Start of Exercise materials

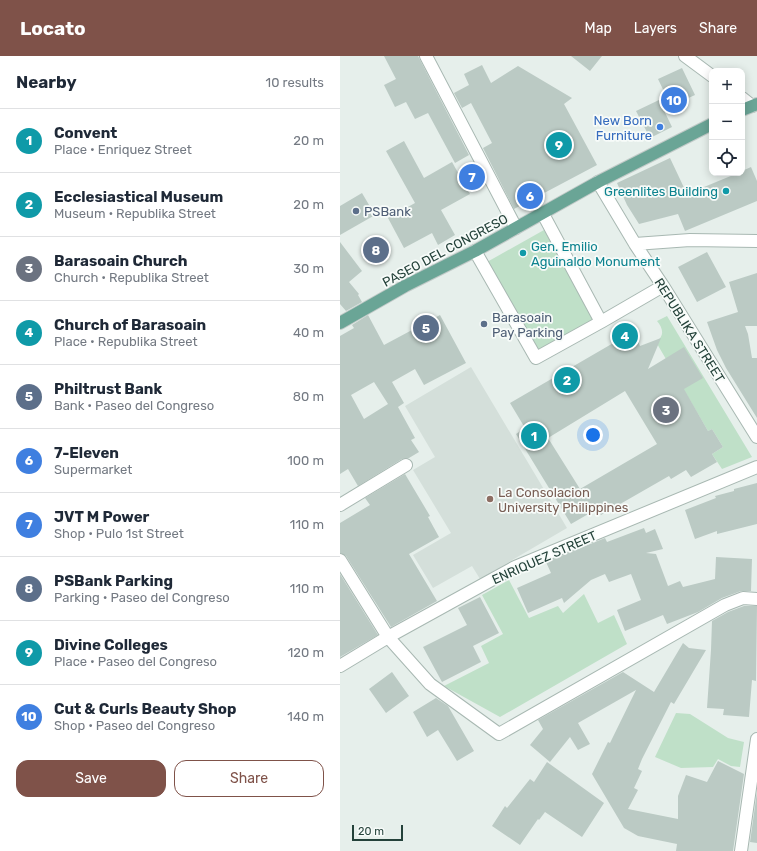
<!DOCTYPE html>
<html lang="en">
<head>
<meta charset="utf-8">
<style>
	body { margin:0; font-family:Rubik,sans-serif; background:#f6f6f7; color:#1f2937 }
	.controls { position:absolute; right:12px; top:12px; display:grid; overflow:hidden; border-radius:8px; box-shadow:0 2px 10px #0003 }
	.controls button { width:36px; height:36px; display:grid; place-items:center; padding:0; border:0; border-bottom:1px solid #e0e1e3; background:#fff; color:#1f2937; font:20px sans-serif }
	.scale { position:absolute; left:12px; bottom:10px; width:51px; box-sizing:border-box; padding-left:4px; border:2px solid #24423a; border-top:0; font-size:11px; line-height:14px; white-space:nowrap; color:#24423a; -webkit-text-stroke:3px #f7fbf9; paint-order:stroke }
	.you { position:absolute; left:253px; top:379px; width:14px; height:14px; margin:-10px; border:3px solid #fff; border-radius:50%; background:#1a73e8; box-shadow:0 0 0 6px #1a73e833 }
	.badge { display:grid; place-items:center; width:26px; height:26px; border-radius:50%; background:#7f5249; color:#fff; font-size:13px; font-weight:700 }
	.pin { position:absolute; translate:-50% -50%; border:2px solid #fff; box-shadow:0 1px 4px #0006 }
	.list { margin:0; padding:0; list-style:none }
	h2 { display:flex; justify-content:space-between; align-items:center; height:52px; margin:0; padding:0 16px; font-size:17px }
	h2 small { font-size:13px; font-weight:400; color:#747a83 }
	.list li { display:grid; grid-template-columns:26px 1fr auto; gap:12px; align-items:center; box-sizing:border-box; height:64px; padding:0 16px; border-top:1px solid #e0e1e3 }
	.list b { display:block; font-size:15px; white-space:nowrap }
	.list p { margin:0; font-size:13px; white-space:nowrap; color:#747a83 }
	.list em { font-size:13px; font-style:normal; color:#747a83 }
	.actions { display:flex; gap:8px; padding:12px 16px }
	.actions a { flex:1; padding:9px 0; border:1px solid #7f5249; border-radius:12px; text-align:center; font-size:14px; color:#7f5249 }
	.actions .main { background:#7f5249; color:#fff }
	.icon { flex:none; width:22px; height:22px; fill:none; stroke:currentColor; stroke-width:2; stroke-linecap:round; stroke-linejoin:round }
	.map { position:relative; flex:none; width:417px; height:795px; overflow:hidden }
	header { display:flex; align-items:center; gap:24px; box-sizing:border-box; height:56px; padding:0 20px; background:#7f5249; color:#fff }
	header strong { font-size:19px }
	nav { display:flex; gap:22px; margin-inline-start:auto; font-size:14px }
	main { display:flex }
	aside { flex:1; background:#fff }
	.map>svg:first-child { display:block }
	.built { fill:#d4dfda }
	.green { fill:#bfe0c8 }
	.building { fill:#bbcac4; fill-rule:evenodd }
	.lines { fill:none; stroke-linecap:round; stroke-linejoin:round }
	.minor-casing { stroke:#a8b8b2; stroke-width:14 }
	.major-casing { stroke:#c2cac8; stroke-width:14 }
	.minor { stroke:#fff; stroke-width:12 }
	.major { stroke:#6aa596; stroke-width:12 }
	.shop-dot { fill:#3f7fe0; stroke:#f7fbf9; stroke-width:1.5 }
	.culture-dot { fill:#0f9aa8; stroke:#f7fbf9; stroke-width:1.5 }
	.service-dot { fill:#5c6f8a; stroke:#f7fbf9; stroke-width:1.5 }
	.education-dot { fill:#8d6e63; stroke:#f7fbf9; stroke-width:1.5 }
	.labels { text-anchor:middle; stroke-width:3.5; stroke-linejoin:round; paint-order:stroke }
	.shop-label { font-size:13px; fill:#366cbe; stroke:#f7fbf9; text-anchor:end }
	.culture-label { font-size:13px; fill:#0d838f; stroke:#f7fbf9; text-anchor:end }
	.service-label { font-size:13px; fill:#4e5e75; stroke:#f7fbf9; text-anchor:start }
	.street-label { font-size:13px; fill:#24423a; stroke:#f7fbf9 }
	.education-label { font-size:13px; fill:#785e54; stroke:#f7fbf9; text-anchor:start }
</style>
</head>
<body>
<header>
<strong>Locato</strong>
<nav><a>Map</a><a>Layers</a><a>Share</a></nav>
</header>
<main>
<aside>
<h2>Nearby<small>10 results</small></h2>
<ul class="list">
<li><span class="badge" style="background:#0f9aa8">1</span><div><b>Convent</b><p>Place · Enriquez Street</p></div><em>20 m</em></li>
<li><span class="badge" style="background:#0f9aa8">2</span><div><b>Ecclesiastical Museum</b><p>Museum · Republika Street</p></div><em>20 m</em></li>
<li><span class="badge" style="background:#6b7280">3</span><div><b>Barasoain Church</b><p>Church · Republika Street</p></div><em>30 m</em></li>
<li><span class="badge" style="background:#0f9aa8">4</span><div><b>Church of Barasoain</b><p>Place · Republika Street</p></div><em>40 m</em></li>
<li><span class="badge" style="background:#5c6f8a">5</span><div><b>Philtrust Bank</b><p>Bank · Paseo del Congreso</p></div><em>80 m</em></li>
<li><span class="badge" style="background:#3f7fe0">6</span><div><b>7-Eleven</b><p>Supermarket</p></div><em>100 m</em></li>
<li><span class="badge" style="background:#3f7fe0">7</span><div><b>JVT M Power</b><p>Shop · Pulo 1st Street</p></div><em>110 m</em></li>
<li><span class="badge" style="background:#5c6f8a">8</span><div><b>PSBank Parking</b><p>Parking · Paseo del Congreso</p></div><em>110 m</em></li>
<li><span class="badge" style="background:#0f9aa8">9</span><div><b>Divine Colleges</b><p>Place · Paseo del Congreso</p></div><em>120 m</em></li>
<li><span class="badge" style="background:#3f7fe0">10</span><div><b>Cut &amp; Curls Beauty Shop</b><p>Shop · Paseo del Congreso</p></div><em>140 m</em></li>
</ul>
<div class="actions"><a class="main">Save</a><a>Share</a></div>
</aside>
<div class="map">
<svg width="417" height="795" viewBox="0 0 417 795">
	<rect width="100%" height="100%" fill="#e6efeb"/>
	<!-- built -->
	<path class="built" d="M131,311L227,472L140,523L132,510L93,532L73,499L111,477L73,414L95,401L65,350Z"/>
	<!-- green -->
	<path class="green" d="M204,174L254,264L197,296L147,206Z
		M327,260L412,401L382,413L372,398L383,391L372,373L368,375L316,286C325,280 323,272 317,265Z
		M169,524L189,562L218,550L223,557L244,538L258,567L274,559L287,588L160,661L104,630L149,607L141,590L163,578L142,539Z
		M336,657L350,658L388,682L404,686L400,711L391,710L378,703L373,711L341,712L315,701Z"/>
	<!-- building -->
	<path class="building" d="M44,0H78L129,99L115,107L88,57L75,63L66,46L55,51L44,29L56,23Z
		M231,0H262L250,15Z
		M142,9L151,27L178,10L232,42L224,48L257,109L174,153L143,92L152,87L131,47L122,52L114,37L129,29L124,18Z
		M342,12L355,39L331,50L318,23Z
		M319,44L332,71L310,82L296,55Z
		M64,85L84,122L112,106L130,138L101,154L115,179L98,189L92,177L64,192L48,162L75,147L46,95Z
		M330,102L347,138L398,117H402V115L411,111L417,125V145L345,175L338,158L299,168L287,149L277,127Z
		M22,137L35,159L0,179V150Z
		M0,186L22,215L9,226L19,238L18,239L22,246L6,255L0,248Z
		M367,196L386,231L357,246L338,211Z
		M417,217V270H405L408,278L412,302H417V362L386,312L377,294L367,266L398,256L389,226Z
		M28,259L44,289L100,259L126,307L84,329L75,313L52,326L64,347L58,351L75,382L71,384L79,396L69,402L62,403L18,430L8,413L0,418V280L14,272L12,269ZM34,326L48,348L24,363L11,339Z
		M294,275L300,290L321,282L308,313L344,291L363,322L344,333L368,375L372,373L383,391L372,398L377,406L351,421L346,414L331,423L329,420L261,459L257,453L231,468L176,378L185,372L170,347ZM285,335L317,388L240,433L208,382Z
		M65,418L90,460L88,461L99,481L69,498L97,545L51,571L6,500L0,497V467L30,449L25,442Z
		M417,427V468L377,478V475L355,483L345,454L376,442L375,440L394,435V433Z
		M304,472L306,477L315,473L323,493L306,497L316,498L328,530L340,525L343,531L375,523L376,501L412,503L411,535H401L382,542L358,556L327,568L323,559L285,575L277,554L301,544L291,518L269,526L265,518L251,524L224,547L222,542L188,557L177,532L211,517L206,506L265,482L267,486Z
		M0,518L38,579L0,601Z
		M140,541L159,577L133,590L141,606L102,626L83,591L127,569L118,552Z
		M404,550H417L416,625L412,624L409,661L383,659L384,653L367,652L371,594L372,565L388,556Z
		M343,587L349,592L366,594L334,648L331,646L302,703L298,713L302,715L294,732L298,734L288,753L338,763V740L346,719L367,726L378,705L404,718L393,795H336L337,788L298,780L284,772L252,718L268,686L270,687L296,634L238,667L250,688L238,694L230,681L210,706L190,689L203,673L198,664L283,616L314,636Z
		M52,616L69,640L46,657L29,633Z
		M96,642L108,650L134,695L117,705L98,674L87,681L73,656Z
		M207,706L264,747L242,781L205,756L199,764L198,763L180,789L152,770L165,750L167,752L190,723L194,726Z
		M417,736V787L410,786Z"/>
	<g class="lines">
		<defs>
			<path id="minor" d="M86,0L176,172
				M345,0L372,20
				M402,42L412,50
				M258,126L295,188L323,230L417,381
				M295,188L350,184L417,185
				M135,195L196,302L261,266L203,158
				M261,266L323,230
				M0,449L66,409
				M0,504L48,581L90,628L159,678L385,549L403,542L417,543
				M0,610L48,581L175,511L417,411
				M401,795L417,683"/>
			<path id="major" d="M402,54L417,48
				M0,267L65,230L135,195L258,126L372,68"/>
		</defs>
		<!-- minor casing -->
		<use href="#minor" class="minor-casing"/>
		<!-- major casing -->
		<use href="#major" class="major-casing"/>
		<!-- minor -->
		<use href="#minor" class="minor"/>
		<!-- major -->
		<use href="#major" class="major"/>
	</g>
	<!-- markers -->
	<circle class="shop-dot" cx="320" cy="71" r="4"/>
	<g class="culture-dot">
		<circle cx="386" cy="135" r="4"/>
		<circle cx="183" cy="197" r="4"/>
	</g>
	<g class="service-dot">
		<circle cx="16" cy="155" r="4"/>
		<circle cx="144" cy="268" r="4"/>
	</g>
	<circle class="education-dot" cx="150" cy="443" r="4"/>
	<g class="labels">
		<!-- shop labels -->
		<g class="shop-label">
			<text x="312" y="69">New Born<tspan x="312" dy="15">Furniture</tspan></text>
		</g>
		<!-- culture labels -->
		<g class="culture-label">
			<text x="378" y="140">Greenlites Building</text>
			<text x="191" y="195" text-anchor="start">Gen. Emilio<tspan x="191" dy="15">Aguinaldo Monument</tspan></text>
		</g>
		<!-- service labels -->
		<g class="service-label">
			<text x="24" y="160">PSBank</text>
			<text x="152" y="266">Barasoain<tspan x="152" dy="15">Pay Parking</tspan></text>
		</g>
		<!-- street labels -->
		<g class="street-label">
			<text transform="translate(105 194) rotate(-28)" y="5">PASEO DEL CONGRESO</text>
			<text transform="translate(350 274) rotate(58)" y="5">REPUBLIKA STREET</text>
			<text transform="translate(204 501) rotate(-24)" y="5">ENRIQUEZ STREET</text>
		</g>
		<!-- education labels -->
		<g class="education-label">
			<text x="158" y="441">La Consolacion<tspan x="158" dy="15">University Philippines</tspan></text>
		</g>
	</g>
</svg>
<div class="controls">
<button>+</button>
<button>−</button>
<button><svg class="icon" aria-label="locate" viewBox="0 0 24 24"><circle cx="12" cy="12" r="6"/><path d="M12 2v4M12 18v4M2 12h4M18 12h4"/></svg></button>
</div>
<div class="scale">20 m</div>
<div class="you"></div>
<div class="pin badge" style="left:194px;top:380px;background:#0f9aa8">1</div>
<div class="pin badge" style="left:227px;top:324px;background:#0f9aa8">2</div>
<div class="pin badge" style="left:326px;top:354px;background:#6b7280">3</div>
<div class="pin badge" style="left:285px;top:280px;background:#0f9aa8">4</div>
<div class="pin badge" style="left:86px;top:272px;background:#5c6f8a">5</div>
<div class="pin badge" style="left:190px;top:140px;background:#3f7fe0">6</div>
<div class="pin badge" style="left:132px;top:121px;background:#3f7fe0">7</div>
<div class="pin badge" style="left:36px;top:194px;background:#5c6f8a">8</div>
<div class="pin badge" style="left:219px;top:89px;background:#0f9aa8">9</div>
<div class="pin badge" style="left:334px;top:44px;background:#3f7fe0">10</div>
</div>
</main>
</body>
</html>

End of Exercise materials

:: Action item ::
What this exercise asks for is every line of the data above with the word "grid".

:: Exercise answer ::
	.controls { position:absolute; right:12px; top:12px; display:grid; overflow:hidden; border-radius:8px; box-shadow:0 2px 10px #0003 }
	.controls button { width:36px; height:36px; display:grid; place-items:center; padding:0; border:0; border-bottom:1px solid #e0e1e3; background:#fff; color:#1f2937; font:20px sans-serif }
	.badge { display:grid; place-items:center; width:26px; height:26px; border-radius:50%; background:#7f5249; color:#fff; font-size:13px; font-weight:700 }
	.list li { display:grid; grid-template-columns:26px 1fr auto; gap:12px; align-items:center; box-sizing:border-box; height:64px; padding:0 16px; border-top:1px solid #e0e1e3 }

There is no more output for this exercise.